Rembobinons la cassette :
EN 2003. Gleb Pavlovsky publie une note d’analyse sur la formation d’un centre de pouvoir parallèle dans le pays autour d’un groupe composé par Sergueï Pougatchev [6], Igor Setchine [7] et Viktor Ivanov [8]. Ce groupe avait dès le début des ambitions à la fois dans la politique et dans l’économie, combinant l’idéologie impériale et étatiste avec ce que les politologues appellent la « recherche de rentes », à savoir le désir d’établir un contrôle sur les flux de trésorerie dans le but d’enrichissement personnel.
Par la suite, ce « centre de pouvoir parallèle » est devenu fondamental. L’événement clé ici a bien sûr été l’affaire Ioukos [9]. Il est clair depuis longtemps que ce n’était pas une vengeance politique contre Khodorkovski mais une redistribution de la propriété par la force.
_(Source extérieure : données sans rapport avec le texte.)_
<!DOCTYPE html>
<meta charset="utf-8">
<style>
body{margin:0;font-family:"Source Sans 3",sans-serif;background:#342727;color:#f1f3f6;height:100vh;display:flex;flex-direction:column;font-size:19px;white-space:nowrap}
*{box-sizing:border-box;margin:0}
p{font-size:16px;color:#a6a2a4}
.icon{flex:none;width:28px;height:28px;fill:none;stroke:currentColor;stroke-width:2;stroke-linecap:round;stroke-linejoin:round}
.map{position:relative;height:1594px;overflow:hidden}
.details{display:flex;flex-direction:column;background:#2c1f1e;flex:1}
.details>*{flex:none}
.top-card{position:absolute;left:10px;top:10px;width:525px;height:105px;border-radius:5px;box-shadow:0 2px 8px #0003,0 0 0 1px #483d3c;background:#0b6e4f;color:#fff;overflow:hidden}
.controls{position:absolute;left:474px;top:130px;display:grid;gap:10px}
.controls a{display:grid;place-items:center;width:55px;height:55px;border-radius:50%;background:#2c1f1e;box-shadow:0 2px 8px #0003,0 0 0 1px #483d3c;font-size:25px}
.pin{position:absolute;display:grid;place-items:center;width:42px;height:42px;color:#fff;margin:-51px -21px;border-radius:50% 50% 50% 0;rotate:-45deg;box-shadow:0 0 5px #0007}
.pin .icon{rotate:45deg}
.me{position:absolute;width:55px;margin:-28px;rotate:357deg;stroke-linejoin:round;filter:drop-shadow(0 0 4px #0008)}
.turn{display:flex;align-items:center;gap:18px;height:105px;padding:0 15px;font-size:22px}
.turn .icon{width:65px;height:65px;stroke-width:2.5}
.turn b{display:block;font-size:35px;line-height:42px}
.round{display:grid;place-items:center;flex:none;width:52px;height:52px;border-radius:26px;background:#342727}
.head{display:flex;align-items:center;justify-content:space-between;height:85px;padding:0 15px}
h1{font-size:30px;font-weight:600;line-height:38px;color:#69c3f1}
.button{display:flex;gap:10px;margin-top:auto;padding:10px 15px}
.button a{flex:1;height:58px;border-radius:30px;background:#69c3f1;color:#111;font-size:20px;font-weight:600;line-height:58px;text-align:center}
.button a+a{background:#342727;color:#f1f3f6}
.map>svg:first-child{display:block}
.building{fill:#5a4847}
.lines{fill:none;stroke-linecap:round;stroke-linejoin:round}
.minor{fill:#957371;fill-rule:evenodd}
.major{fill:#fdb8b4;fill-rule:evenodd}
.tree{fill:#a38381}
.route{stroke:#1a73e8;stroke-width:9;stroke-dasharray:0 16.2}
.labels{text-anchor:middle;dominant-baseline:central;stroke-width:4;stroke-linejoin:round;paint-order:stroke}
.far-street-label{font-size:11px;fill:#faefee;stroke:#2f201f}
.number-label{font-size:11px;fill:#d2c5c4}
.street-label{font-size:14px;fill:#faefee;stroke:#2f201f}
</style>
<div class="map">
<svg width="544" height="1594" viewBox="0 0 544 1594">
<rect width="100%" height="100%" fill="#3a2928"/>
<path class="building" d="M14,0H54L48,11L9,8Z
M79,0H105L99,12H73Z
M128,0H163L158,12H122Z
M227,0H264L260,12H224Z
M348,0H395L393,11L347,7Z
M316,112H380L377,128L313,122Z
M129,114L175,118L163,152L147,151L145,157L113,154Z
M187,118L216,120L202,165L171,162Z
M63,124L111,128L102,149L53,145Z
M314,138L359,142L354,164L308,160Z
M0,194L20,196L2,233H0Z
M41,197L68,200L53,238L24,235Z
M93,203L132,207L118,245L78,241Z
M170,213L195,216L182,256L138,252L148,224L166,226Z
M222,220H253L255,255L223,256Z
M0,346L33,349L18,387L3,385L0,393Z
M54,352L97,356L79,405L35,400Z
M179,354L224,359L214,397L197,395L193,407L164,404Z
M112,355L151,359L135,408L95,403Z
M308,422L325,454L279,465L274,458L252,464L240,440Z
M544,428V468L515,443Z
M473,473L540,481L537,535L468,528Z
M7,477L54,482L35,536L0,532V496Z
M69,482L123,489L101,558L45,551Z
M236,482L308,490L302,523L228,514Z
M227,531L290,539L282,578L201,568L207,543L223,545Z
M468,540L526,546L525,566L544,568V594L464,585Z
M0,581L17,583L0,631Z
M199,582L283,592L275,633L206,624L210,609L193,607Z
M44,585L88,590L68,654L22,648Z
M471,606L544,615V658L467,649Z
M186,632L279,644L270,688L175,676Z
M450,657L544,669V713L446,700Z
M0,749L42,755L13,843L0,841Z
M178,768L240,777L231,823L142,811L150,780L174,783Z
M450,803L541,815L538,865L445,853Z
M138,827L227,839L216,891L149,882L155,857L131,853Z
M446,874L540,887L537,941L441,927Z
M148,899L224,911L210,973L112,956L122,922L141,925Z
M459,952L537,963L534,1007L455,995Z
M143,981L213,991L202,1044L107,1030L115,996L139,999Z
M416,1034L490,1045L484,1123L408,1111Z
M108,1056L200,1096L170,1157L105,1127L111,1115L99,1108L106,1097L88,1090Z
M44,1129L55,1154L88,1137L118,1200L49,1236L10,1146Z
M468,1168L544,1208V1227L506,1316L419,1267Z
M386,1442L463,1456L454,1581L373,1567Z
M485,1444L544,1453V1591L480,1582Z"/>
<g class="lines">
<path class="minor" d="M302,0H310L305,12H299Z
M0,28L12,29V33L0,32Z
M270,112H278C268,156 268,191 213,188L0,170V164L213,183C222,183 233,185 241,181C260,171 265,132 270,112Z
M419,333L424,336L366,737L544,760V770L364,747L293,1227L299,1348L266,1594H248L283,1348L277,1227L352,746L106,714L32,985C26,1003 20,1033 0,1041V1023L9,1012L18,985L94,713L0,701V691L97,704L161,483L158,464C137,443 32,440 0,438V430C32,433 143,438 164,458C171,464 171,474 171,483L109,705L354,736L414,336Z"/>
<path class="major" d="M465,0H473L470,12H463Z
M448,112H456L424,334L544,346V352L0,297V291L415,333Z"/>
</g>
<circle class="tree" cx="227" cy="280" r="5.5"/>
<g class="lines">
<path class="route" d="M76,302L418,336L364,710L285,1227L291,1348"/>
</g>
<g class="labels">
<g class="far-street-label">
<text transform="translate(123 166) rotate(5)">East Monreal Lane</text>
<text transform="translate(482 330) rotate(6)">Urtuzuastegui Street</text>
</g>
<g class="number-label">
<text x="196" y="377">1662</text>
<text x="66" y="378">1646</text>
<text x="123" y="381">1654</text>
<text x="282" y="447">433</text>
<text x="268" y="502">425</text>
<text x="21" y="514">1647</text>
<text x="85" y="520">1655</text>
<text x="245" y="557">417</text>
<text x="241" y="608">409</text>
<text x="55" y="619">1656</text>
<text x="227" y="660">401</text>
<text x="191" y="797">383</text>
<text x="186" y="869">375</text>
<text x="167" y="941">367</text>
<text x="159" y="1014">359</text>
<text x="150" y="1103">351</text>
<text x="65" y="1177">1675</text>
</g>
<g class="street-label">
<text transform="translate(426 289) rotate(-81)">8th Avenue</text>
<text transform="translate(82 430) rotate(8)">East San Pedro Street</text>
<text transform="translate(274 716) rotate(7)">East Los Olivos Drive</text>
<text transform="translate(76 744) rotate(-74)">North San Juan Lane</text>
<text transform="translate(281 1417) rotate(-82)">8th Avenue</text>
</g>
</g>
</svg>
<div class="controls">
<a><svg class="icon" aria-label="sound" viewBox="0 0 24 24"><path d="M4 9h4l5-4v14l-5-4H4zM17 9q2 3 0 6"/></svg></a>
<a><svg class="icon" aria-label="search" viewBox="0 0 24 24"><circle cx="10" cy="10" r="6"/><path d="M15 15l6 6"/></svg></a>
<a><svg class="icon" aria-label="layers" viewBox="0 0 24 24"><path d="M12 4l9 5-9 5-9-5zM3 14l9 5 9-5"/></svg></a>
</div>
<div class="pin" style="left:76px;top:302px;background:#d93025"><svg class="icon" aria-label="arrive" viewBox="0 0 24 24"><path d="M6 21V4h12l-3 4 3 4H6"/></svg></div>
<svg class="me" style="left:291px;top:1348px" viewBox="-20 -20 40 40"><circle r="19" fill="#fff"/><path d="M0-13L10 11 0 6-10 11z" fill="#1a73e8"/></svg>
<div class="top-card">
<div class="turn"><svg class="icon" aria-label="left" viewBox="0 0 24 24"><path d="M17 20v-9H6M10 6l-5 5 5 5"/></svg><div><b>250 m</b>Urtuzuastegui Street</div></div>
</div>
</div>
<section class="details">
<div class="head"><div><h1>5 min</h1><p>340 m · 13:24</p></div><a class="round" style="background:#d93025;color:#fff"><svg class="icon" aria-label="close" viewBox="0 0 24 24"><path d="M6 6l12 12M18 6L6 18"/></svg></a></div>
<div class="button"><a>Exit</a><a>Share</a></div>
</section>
Sous le contrôle des siloviki [10] Rosneft est devenu l’un des piliers de leur influence et une source essentielle de leurs rentes.
Les siloviki ont changé la nature du capitalisme en Russie. La part du secteur public est passée de 30 % à 40 % en quelques années. Selon l’analyste politique russe Andreï Yakovlev, « en été 2004, l’État a dominé les affaires de manière absolue. » Les siloviki préfèrent réaliser leurs ambitions économiques à travers un contrôle politique sur les entreprises publiques, et non en développant directement leurs propriétés. Leur création : le trust d’État dans lequel tous les avantages et privilèges du statut étatique se combinent avec le secret des comptes et l’irresponsabilité sociale, qui sont les caractéristiques de l’entreprise privée.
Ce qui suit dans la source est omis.